Despite a mechanism in place to independently review terrorism policy in the UK, Johnson’s government chose to appoint those with existing biases against the communities Prevent targets and who champion the policy to lead its review. That has led to a sham assessment that ignores Prevent’s widespread censure and instead recommends doubling down on the worst parts of the policy. The legacy of Johnson’s lack of accountability thus extends beyond his tenure as those recommendations were wholesale accepted without further scrutiny after the review by William Shawcross.

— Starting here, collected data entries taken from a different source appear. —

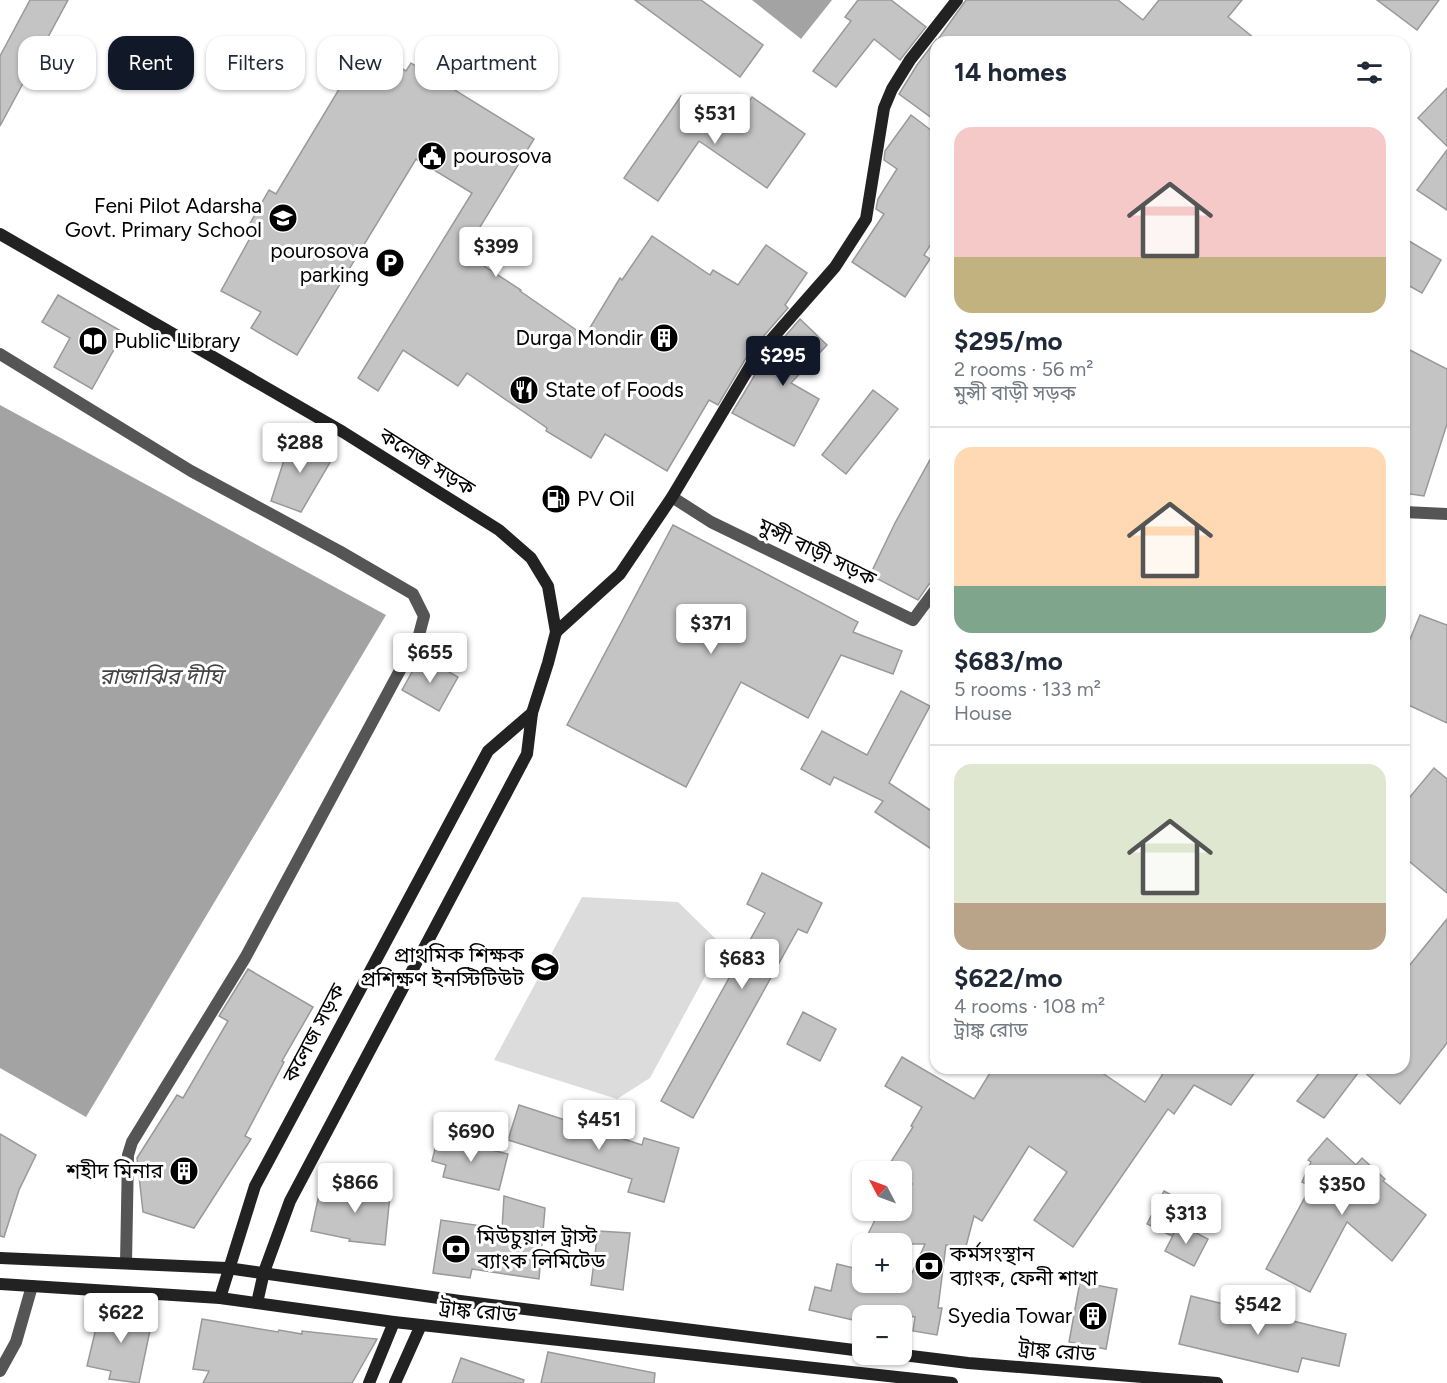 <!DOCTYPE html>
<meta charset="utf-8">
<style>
body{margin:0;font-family:Figtree,"Noto Sans Bengali",sans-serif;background:#f6f6f7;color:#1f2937;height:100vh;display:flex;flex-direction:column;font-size:22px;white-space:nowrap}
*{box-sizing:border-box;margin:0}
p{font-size:20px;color:#747a83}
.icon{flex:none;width:33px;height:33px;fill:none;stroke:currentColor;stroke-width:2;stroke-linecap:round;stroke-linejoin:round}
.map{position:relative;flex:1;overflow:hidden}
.side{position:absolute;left:930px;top:36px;width:480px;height:1038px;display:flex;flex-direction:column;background:#fff;border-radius:18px;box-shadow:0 2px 4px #0004}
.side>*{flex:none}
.guide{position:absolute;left:18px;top:36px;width:570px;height:54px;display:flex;gap:12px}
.needle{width:39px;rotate:311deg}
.controls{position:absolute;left:852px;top:1161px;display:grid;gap:12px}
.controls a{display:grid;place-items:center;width:60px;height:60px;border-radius:12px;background:#fff;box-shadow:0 2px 4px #0004;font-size:30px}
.price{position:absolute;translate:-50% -51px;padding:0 14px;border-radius:6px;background:#fff;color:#222;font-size:20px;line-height:39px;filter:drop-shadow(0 2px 3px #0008)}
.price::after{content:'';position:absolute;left:50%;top:36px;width:18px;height:14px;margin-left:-9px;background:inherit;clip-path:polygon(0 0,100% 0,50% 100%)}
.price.on{background:#111827;color:#fff}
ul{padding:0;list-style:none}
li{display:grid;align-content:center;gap:12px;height:318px;padding:0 24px}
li+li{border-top:2px solid #e0e1e3}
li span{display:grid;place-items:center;height:186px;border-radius:18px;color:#555}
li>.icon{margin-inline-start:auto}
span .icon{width:108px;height:108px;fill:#fffc;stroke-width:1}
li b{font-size:26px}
h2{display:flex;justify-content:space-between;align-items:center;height:72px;padding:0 24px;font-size:26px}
.chip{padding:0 21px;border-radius:18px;background:#fff;box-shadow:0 2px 4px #0004;font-size:21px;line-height:54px}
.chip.on{background:#111827;color:#fff}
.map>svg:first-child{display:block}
</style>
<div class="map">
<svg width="1447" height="1383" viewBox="0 0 1447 1383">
<rect width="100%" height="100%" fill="#fff"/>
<path fill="#dcdcdc" d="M582 897 678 902 722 945 650 1078 617 1099 494 1060Z"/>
<g fill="#a3a3a3">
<path d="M752 0H832L801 39Z"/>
<path d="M0 405 386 615 86 1117 0 1068Z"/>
</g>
<g fill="#c4c4c4" stroke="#999" stroke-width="1.5">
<path d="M30 0H68L0 126V56Z"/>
<path d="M635 0H701L763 45 740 77Z"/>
<path d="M858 0H891L926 27 900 60 874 39 836 87 813 71 851 21 845 17Z"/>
<path d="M966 0H1118L1143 20 1159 0H1242L1228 17 1259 42H936Z"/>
<path d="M1377 0H1439L1417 30Z"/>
<path d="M936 40V121L899 94 917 65Z"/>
<path d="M365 46 406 71 411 63 534 139 464 253 521 290 520 291 585 336 620 278 622 280 652 236 710 275 713 270 738 285 766 245 807 273 785 305 788 308 749 353 718 405 709 400 667 471 605 434 591 458 546 431 547 428 467 373 458 386 403 350 378 391 358 378 472 193 416 159 297 355 251 328 261 312 221 291 250 238 244 234 269 190 276 194Z"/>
<path d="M1447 88V146L1418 118Z"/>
<path d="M681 96 729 129 752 97 805 134 767 188 699 141 658 201 624 178Z"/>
<path d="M911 115 936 134V236L924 255 930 259 905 297 852 262 884 214 876 209 878 199 897 169 884 160 885 151Z"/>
<path d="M1447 150V210L1417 190Z"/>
<path d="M1404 238 1441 260 1422 293 1404 283Z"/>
<path d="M58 295 121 331 115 343 117 344 92 389 54 367 70 338 42 322Z"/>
<path d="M800 319 827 345 791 383 819 399 794 446 732 413 762 363Z"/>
<path d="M1404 347 1447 369V424L1424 496 1404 493Z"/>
<path d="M873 390 898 409 846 474 822 455Z"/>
<path d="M291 438 335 454 301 512 271 501Z"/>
<path d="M936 449V581L929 584 918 600 870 575 895 523Z"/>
<path d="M673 525 858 622 853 632 902 651 893 674 841 655 808 718 741 682 686 787 567 725Z"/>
<path d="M1420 615 1447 625V723L1404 703V654Z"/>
<path d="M421 656 458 677 439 711 402 690Z"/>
<path d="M901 691 930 706 889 783 936 814V852L875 812 883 801 834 777 830 785 801 769 822 731 867 755Z"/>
<path d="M1434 768 1447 779V893L1404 857V804Z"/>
<path d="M762 873 822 903 807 933 798 929 693 1118 661 1101 765 913 747 904Z"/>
<path d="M1447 919V1043L1400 1104 1361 1069 1324 1118 1297 1101 1323 1068H1404V972Z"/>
<path d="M248 969 313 1007 282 1061 284 1062 245 1136 251 1139 194 1228 143 1212 137 1158 177 1095 183 1098 228 1021 219 1016Z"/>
<path d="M803 1012 836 1029 820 1061 787 1044Z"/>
<path d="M902 1057 974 1099 993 1068H1095L1145 1102 1166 1069 1164 1068H1258L1231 1105 1194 1085 1174 1114 1168 1109 1073 1247 1034 1220 1067 1172 1029 1146 982 1221 974 1216 965 1250 946 1245 938 1308H942L937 1335 913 1331 915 1317 869 1311 868 1316H862V1322L809 1310 815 1287 831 1291 837 1264 862 1270V1282H908L925 1244H863L880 1210H902V1197L912 1184 902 1177V1172H893L887 1168 913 1127 911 1126 922 1107 885 1086Z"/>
<path d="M519 1105 642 1145 644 1138 679 1148 664 1202 628 1192 632 1179 508 1140Z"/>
<path d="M0 1134 36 1155 19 1190 4 1237 0 1236Z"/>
<path d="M438 1137 508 1154 499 1190 443 1177 446 1165 432 1161Z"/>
<path d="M1327 1138 1356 1165 1362 1158 1385 1179 1383 1181 1426 1215 1392 1261 1347 1222 1310 1292 1266 1269 1311 1186 1302 1182 1311 1162 1308 1160Z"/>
<path d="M362 1179 391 1185 385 1245 349 1241 350 1239 311 1231 320 1190 358 1199Z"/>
<path d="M1164 1191 1188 1204 1172 1236 1147 1224Z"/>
<path d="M504 1196 545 1208 539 1279 472 1269 470 1278 433 1273 441 1220 502 1229Z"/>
<path d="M1179 1224 1208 1239 1194 1266 1165 1251Z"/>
<path d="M598 1231 630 1233 623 1290 591 1285Z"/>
<path d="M1080 1282 1117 1289 1106 1349 1069 1342Z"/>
<path d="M1191 1296 1346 1334 1339 1366 1302 1358 1298 1372 1179 1344Z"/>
<path d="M101 1307 153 1316 139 1383 109 1379 111 1371 87 1366Z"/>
<path d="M202 1319 278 1332 279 1330 302 1334V1331L377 1339 352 1383H203L209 1371 193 1369Z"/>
<path d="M548 1352 655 1373 654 1383H541Z"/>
<path d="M461 1358 524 1380 523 1383H452Z"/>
</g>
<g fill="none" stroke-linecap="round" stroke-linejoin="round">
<g stroke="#555" stroke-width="12">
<path d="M0 354 191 471 339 551 413 594 424 616 419 635 245 958 132 1142 128 1155 126 1263"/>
<path d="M672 497 711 522 913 620 936 589"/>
<path d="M1404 512 1447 514"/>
<path d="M0 1371 16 1342 32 1286"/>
</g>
<g stroke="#222" stroke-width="12">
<path d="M0 234 343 432 499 530 531 558 548 586 556 632 548 663 532 713 527 754 290 1201 264 1272 257 1303"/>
<path d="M556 632 620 574 672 497 755 358 835 267 866 219 884 108 892 89 910 60 957 0"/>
<path d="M0 1258 227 1268 460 1301 862 1351"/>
<path d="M0 1284 220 1298 394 1322 952 1383"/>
<path d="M220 1298 255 1186 488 751 532 713"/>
<path d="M895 1354 968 1363 1217 1383"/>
<path d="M369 1383 394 1322"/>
<path d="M395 1383 421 1325"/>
</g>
</g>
<defs>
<g id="civic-disc" transform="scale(1.5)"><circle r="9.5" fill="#000" stroke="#fff"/><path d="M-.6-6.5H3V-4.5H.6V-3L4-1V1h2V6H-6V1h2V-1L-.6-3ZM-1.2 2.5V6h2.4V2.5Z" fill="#fff"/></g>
<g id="school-disc" transform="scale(1.5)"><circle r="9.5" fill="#000" stroke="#fff"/><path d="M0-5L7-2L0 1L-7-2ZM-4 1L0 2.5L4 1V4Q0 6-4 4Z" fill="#fff"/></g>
<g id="parking-disc" transform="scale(1.5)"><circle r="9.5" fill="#000" stroke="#fff"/><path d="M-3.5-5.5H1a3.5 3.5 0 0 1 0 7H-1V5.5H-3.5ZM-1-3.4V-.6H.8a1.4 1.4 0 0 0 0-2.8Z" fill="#fff"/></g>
<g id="building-disc" transform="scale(1.5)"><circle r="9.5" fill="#000" stroke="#fff"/><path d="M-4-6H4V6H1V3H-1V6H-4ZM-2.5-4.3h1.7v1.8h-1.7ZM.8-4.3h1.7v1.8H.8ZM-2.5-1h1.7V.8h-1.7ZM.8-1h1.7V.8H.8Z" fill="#fff"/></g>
<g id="library-disc" transform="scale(1.5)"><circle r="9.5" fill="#000" stroke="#fff"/><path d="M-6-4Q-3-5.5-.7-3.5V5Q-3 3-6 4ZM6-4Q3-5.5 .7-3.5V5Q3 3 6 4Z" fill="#fff"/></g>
<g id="restaurant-disc" transform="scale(1.5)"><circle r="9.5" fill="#000" stroke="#fff"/><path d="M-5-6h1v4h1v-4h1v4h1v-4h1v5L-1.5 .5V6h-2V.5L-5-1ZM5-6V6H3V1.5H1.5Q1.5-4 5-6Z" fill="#fff"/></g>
<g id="fuel-disc" transform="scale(1.5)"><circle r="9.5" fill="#000" stroke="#fff"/><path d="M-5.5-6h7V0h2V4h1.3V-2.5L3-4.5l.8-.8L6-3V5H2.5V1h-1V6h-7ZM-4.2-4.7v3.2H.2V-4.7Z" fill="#fff"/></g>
<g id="bank-disc" transform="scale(1.5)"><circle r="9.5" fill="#000" stroke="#fff"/><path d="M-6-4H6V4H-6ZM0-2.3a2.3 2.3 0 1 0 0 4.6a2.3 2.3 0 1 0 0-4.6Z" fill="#fff"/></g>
</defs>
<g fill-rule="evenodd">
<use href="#civic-disc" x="432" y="156"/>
<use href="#school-disc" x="283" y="218"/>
<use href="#parking-disc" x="390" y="263"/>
<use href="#building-disc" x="664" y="338"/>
<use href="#library-disc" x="93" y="341"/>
<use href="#restaurant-disc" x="524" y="390"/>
<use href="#fuel-disc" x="556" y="499"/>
<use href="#school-disc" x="545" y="967"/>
<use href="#building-disc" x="184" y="1171"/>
<use href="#bank-disc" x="456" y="1249"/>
<use href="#bank-disc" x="929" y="1266"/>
<use href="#building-disc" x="1093" y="1316"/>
</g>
<g text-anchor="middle" stroke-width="6" stroke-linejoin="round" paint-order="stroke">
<g font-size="21" fill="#000" stroke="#fff" text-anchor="start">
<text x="453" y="163">pourosova</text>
<text x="262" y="213" text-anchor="end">Feni Pilot Adarsha<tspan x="262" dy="24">Govt. Primary School</tspan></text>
<text x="369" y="258" text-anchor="end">pourosova<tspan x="369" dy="24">parking</tspan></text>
<text x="643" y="345" text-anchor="end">Durga Mondir</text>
<text x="114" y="348">Public Library</text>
<text x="545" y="397">State of Foods</text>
<text x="577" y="506">PV Oil</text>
<text x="524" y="962" text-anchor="end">প্রাথমিক শিক্ষক<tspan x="524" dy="24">প্রশিক্ষণ ইনস্টিটিউট</tspan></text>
<text x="163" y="1178" text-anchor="end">শহীদ মিনার</text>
<text x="477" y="1244">মিউচুয়াল ট্রাস্ট<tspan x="477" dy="24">ব্যাংক লিমিটেড</tspan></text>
<text x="950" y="1261">কর্মসংস্থান<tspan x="950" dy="24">ব্যাংক, ফেনী শাখা</tspan></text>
<text x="1072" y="1323" text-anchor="end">Syedia Towar</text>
</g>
<g font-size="21" fill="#000" stroke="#fff">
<text transform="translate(427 462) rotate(32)" y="7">কলেজ সড়ক</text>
<text transform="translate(817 552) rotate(26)" y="7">মুন্সী বাড়ী সড়ক</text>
<text transform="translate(314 1033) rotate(-62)" y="7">কলেজ সড়ক</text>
<text transform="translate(478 1311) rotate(6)" y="7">ট্রাঙ্ক রোড</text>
<text transform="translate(1057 1351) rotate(5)" y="7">ট্রাঙ্ক রোড</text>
</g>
<g font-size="22" font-style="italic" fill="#444" stroke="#fff">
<text x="161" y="684">রাজাঝির দীঘি</text>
</g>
</g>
</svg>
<div class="controls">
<a><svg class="needle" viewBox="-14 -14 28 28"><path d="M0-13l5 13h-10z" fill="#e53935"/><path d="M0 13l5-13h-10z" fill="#747a83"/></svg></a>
<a>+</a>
<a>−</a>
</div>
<b class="price" style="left:715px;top:145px">$531</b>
<b class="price" style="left:496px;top:278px">$399</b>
<b class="price on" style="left:783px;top:387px">$295</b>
<b class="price" style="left:300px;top:474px">$288</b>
<b class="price" style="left:711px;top:655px">$371</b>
<b class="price" style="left:430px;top:684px">$655</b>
<b class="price" style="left:742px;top:990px">$683</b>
<b class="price" style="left:599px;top:1151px">$451</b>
<b class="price" style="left:471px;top:1163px">$690</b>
<b class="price" style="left:355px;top:1214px">$866</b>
<b class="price" style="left:1342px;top:1216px">$350</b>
<b class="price" style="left:1186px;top:1245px">$313</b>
<b class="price" style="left:1258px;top:1336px">$542</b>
<b class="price" style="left:121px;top:1344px">$622</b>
<div class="guide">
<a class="chip">Buy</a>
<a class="chip on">Rent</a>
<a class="chip">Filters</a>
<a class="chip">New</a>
<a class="chip">Apartment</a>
</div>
<section class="side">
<h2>14 homes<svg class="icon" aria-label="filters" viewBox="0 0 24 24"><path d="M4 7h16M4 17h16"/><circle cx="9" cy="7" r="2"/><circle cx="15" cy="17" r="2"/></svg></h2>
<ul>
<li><span style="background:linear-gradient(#f6c9c9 70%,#c2b280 0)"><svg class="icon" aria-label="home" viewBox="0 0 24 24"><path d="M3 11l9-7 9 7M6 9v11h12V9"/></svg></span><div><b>$295/mo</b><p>2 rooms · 56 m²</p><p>মুন্সী বাড়ী সড়ক</p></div></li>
<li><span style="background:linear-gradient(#ffd9b3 75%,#7fa58c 0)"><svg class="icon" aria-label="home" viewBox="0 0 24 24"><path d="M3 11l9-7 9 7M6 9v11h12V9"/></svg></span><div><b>$683/mo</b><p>5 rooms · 133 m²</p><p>House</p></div></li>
<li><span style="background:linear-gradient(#dfe7d0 75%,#b9a48a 0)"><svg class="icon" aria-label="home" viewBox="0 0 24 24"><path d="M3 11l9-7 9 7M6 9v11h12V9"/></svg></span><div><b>$622/mo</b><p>4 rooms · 108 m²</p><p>ট্রাঙ্ক রোড</p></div></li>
</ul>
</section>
</div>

Disregard for the rule of law

The democratic decay that marked Johnson’s government extended to a blatant, and consistent, disregard for the rule of law. The PM repeatedly was disdainful of constitutional conventions, such as the prorogation of Parliament in 2019 or his attempt to break international law in Northern Ireland. 

In the UK courts, government departments, such as the Home Office, have showed disdain for the judgments of the courts. In our work, we challenged the Immigration Exemption to data protection, which was designed to allow data to be shared for immigration purposes with essentially no accountability to individuals. The government has consistently refused to implement the directions of the High Court.

In short, Johnson has left a legacy of government impunity and legislative means to control it. This extends further, into threats to human rights, the courts and attempts to reduce electoral accountability. 

It will take a lot more than Johnson’s inelegant semi-departure to wind back that legacy. Parliament asserting itself to restrain executive powers in the Online Safety Bill and DPDI Bill would be a start.